Australia’s Strategic Alignment With US Will Cast Shadow on its Relations with China
Australia and the United States announced a series of cooperation initiatives to further strengthen and expand their military alliance. Saturday’s meeting in Brisbane between officials of both countries has deepened Washington’s footing in the Indo-Pacific region.
However, Canberra’s strategic alignment with the US will put an indelible mark on its foreign policy and cast shadows on its relations with China. Australia and the US said their cooperation is based on a bond of shared values. Their alliance is a partnership of strategic interest, premised on a common determination to preserve stability, prosperity and peace.
They are committed to further enhance engagement in the Indo-Pacific underpinned by regional partner priorities such as economic and social development, climate change cooperation, security, connectivity, good governance, timely and effective humanitarian assistance and disaster relief, health security, and resilience initiatives.
Moreover, Washington plans to turn Australia into a US missile production base, wherein the Biden administration has pledged to help its ally manufacture guided missile and rockets within two years. The missile production will ease the US deficiency in military production. But the Anthony Albanese-led government should be careful not to give Washington the reins of its foreign and security policy. If this happens, Australia will become heavily dependent on the US – militarily and strategically.

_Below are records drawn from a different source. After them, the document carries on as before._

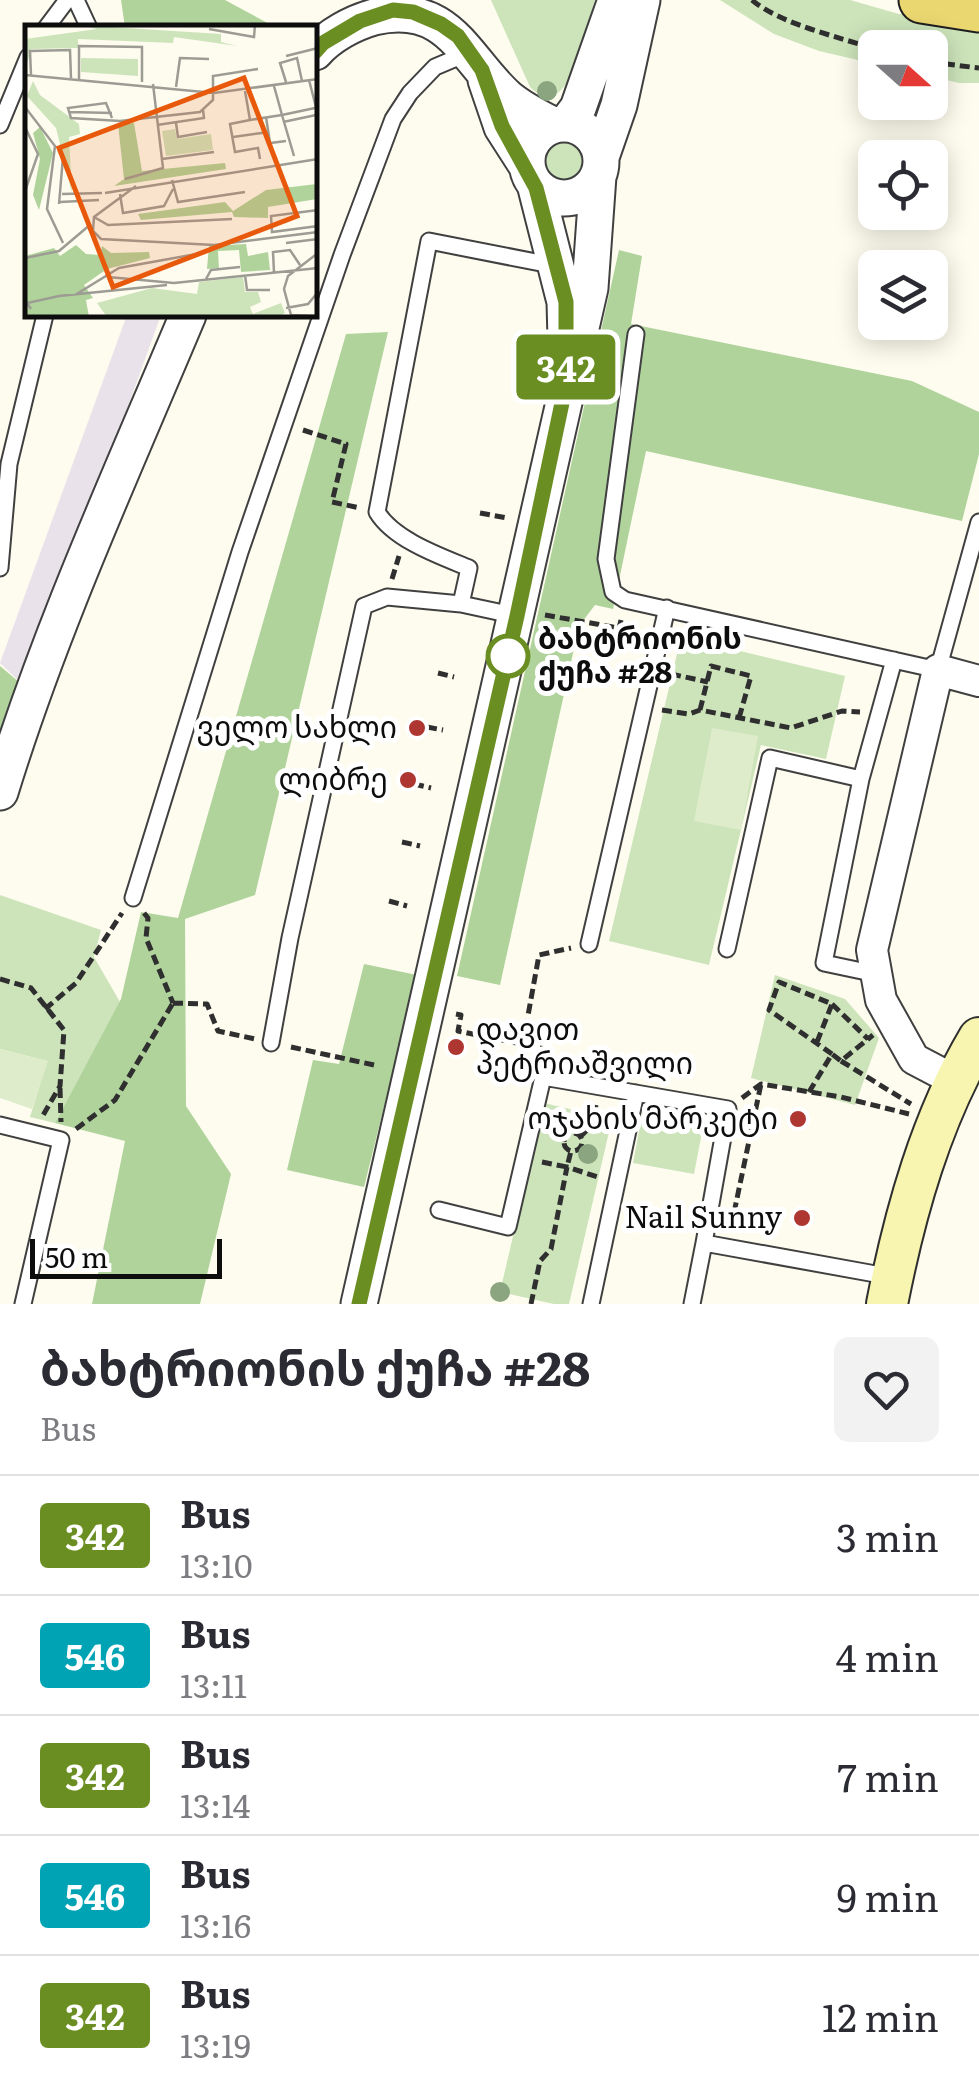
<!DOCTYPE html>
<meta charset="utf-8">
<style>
body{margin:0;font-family:Literata,"Noto Sans Georgian",serif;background:#f2f2f3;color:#2b2b33;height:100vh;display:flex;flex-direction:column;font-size:38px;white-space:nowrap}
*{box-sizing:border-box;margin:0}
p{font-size:32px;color:#7c7c81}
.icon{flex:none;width:55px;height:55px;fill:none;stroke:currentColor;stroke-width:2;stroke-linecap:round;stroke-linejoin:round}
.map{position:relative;height:1304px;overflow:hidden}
.drawer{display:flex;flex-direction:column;background:#fff;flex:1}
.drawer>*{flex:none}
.badge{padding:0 20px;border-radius:8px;font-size:35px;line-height:65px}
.needle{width:65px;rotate:111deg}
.controls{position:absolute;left:858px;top:30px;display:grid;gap:20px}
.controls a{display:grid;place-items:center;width:90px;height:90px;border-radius:15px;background:#fff;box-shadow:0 5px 25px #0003;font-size:50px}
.scale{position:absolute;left:30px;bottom:25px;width:192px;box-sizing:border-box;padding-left:10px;border:5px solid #0d0d0d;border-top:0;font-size:28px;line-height:35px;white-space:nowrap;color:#0d0d0d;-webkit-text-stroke:8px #fff;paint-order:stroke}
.map>.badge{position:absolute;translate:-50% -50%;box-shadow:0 0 0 5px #fff}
.round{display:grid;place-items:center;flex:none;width:105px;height:105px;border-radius:15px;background:#f2f2f3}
.summary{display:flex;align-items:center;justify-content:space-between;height:170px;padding:0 40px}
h1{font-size:48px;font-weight:700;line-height:75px}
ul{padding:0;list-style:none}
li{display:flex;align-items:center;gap:30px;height:120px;padding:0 40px;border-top:2px solid #e1e1e2}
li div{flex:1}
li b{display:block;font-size:38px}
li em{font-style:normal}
li .badge{min-width:110px;font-weight:700;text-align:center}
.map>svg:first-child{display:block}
.industrial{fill:#eae2eb}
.green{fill:#cde4bb}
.forest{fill:#b0d39c}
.pitch{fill:#deeccc}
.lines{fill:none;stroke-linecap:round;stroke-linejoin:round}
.service-casing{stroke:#404040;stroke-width:19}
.minor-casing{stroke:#404040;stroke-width:34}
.tertiary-casing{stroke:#404040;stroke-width:39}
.secondary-casing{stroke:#2f2f2f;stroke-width:44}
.primary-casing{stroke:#1e1e1e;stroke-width:49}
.path{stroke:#2f2f2f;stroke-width:5;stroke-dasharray:10 5;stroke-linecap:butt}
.service{stroke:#fff;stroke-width:15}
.minor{stroke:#fff;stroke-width:30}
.tertiary{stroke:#fff;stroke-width:35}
.secondary{stroke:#f7f5af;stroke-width:40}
.primary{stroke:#ebd770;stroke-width:45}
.tree{fill:#8aa57f}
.line-casing{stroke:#fff;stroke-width:22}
.line{stroke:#6b8e23;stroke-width:15}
.stop-dot{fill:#fff;stroke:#6b8e23;stroke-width:5}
.poi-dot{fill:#af3732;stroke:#fff;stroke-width:4}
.labels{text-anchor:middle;stroke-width:10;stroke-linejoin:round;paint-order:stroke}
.stop-label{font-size:30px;font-weight:bold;fill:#0d0d0d;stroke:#fff;text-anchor:start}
.poi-label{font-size:30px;fill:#0d0d0d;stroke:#fff;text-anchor:end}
.inset-road{fill:none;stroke:#9d9c94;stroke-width:2.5}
.view{fill:#e8590c;fill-opacity:0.15;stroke:#e8590c;stroke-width:5}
.inset-edge{fill:none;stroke:#0d0d0d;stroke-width:5}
</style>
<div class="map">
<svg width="979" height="1304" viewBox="0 0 979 1304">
<rect width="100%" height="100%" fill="#fdfcee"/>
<!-- industrial -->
<path class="industrial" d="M127,315h34l-135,373 -26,-25z"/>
<!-- green -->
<path class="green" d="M491,0h104c-7,24 -25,128 -65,87z
M720,0h130l49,14 80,9v60h-20l-29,-7v-28h-55v16l-56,-13 -45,-17z
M541 162a23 23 0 1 1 46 0a23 23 0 1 1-46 0Z
M681,637l164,39 -19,83 -65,-14 -52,220 -100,-24z
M0,895l101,35 -7,27 26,45 -65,121 -25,-6 17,-56 -47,-12z
M775,975l70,24 34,39 -24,67 -104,-27z
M544,1103l68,16 -43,185h-15l-54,-12z
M643,1110l61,12 -10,52 -61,-11z"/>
<!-- forest -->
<path class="forest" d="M121,0h104l50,27h-150z
M619,250l23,6 -11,68 281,57 67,31v42l-17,67 -316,-70 -33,158 -18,-4 -16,21 -79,359 -43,-9z
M388,332l-133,563 -70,24 1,187 45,68 -31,130h-108l33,-163 -70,-18 66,-124 20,-87 37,6 168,-584z
M0,666l26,22 -26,77z
M364,964l53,11 -53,212 -77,-17 26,-110 26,4z"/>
<!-- pitch -->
<path class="pitch" d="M712,728l46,8 -17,94 -47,-9z
M0,1049l48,12 -16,48 -32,-11z"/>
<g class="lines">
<!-- service casing -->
<g class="service-casing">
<path id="service" d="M76,0l13,28
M46,28l21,-28
M0,125l28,-68
M636,334l-30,225 7,33 12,8 313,70 41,-148
M0,568l9,-104 36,-149
M461,604l8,-36c-29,-12 -75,-28 -92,-56l52,-271 127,25
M133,898l107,-346 102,-297 51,-136 17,-26 25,-26 33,-14
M589,944l78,-336
M727,949l43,-191 91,21
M876,974l-52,-11 37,-184 33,-119
M271,1043l19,-105 74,-332 23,-9 74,7 56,12
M0,1125l61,15 -38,164
M439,1210l69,17 35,-150 185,32 -24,134 188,34
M591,1304l45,-211
M692,1304l12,-61"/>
</g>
<!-- minor casing -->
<g class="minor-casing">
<path id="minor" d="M954,1080l-40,-21 -33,-59 -9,-50 66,-280 41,11"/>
</g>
<!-- tertiary casing -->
<g class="tertiary-casing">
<path id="tertiary" d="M315,52c15,-17 38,-29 59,-35 75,-17 90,41 133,80 14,12 30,20 46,28
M486,80l16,47 25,39
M527 161a37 37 0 1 1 74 0a37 37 0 1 1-74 0Z
M566,124l12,-16 38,-108
M601,157l18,-52 23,-105
M536,188l29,114 1,37
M0,792c50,-163 122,-320 188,-477
M359,1304l231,-1016 8,-112"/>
</g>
<!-- secondary casing -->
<g class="secondary-casing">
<path id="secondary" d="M887,1304c18,-92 44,-185 92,-266"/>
</g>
<!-- primary casing -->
<g class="primary-casing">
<path id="primary" d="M922,0l57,9"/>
</g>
<!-- path -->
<path class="path" d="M752,0c28,24 87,37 123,49
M930,62l49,6
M303,430l43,14 -14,58 28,6
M480,513l27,5
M392,579l7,-23
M545,615l74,13 2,-8
M438,673l16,4
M671,674l37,8
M662,710l27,4 11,-4 91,18 51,-17 18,1
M700,710l11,-44 40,10 -12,42
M427,727l16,3
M414,784l17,4
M402,842l18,4
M389,901l18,5
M144,913l4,5 -2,20 27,65
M0,979l31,9 33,42 -4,56 -18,31
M173,1003l34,1 11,27 37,8
M832,1004l36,35
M45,1009l31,-26 46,-70
M456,1014l5,1 -3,16 87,18 -1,10
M817,1042l15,-38 -53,-22 -10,28 63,44
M523,1043l16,-88 32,-7
M291,1047l83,18
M841,1061l70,43
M60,1088l1,34
M809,1092l23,-38 9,7 32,-26
M742,1098l19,-14 80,13 68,17
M76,1129l39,-29 58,-97
M564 1142a9 9 0 1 1 18 0a9 9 0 1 1-18 0Z
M580,1137l11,-11 5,-21
M542,1162l25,5 4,-16
M731,1227l30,-143
M531,1304l9,-43 11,-12 16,-82 34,11"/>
<!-- service -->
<use href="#service" class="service"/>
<!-- minor -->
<use href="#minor" class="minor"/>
<!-- tertiary -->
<use href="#tertiary" class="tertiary"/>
<!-- secondary -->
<use href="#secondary" class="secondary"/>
<!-- primary -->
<use href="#primary" class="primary"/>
</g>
<!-- trees -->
<g class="tree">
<circle cx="547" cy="91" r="10"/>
<circle cx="558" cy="1127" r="10"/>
<circle cx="588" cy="1154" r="10"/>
<circle cx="500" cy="1292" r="10"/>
</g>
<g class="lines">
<!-- line casing -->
<g class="line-casing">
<path id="line" d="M315,52l8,-9 37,-22 33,-11 20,2 28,12 17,12 24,34 20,56 34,62 30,114v82l-49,232 -158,688"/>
</g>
<!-- line -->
<use href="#line" class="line"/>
</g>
<!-- markers -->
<circle class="stop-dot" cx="508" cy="656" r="20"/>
<g class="poi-dot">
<circle cx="417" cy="728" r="10"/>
<circle cx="408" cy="780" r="10"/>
<circle cx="456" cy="1047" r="10"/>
<circle cx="798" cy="1119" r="10"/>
<circle cx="802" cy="1218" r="10"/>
</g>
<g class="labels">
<!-- stop labels -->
<g class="stop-label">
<text x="538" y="649">ბახტრიონის<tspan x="538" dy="34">ქუჩა #28</tspan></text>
</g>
<!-- poi labels -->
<g class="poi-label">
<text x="397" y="738">ველო სახლი</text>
<text x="388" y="790">ლიბრე</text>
<text x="476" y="1040" text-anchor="start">დავით<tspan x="476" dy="34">პეტრიაშვილი</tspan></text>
<text x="778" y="1129">ოჯახის მარკეტი</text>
<text x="782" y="1228">Nail Sunny</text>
</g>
</g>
<!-- overview -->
<g transform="translate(25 25)">
<rect width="292" height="292" fill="#fdfcee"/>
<path d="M54,0l142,9v8l16,4 -63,-9 -1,6 -95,-4v9l-47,1 -6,22v-32l72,-10zM56,33l57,1v17l-57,-4zM8,56l7,14 39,29 1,10 -11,3 3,56 -16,-65 -29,-32zM150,104l2,10 34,-5 2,16 -47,6 -4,-25zM218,252l2,15h13l3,10 -11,5 3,7 28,-11 4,10 -8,4h-170l-10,-14 55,-15 45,6 2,-12z" fill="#cde4bb"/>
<path d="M109,98l8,48 83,-8 1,6 -112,17 10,-7 -6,-55zM15,102l13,26 -14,57 -6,-15 7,-36 -7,-26zM292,159v15l-49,8v11l-34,-1 -2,-5 -91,8 -3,-6 87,-12 8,9 33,-21zM221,219l2,12 20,-4 2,18 -29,2 -2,-22 -21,1 1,17 -12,1 2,-23zM51,220l10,9 14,1 2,-9 9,7 38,-1 1,6 -43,11 -23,16 9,13 -7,2 3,17h-64v-61l29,-8 6,8z" fill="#b0d39c"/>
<path class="inset-road" d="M184,4l45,8 1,-12M261,31l32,-8M0,50l189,18 104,-14M6,50l-1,-24 40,-1 1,28M54,54v-33l63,1v35M284,55l9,35M261,57l-6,-19 17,-5 5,23M151,62l4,-29 29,1M220,66l5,29 -20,4 5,28 23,-4 2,11M0,82l30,39 -8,63 16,34M44,87l43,1M241,92l4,26 16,-2M87,93l-6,-15 -38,5 3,10 49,3 80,-9 13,-12v-24l45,-7M225,95l32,-5 -8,-29M258,97l33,-7M151,98l2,14 29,-5M132,100l47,-7 -1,-8M0,102l13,27 -13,37M208,112l36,-5M269,131l-12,-41 33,-7M137,134l52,-7M100,154l38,-11 -10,-84M147,155l6,22 67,-10M111,161l-42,31 -1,14 8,8 113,6 104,-13M80,168l213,-34M37,169l40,-1M95,169l3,19 41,-7 9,-17M35,177l39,-2M34,179l4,-47M293,185l-47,6 1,16 46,-6M69,192l14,8 124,-6M261,218l32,-4M293,228l-30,23 -4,13 7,26 27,1M0,233l34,-7 32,-27M249,247l-1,-20 17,-2 10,15M220,250l2,15h23M83,252l66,6 144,-15M181,254l5,-9 29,-3M50,270l44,-27 83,-15M261,283l22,-4 10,-12M6,284l-4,-6 32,-7 108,-11"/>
<path class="view" d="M219,53l53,138 -184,71 -54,-139z"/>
<rect width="292" height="292" class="inset-edge"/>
</g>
</svg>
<div class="controls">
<a><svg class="needle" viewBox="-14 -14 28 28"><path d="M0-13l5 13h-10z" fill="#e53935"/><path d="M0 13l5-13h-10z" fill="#7c7c81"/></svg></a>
<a><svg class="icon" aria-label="locate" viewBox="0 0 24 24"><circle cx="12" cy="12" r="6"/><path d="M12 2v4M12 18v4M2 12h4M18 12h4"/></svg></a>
<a><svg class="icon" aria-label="layers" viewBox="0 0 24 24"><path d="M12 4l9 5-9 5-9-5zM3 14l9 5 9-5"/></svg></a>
</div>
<div class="scale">50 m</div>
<b class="badge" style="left:566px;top:367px;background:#6b8e23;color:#fff">342</b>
</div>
<section class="drawer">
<div class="summary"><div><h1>ბახტრიონის ქუჩა #28</h1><p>Bus</p></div><a class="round"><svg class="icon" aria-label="heart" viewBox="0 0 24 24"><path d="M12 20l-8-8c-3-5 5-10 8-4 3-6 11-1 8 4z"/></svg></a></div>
<ul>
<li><span class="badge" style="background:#6b8e23;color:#fff">342</span><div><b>Bus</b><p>13:10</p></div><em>3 min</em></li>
<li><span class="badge" style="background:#00a3b4;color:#fff">546</span><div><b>Bus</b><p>13:11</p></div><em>4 min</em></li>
<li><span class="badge" style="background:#6b8e23;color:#fff">342</span><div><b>Bus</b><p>13:14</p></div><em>7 min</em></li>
<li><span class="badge" style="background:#00a3b4;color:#fff">546</span><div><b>Bus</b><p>13:16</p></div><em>9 min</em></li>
<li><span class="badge" style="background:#6b8e23;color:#fff">342</span><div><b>Bus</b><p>13:19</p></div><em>12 min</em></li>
</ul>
</section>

Richard Marles, the Australian Defense Minister, said Australia at this moment has no better friend than America, but the latest arrangements as well as the AUKUS agreement risks letting the US lead it into a direct confrontation with China, which is its largest trading partner.
If Canberra gives the go ahead, there will be an increased American rotational presence in Australia, including frequent US submarine visits to a base in Western Australia, more US access to air bases in northern and western Australia, increased cooperation between the two countries in space and eventually Australia developing its own guided missile production.
US Secretary of State Antony Blinken said the two countries are defending the international rules based order, which has underwritten peace and security for decades, and which ensures that each country can make its own sovereign decisions free from any coercion. A senior US defense official described the agreement between the two countries as a “big deal” that will improve regional deterrence by having both work together across multiple domains.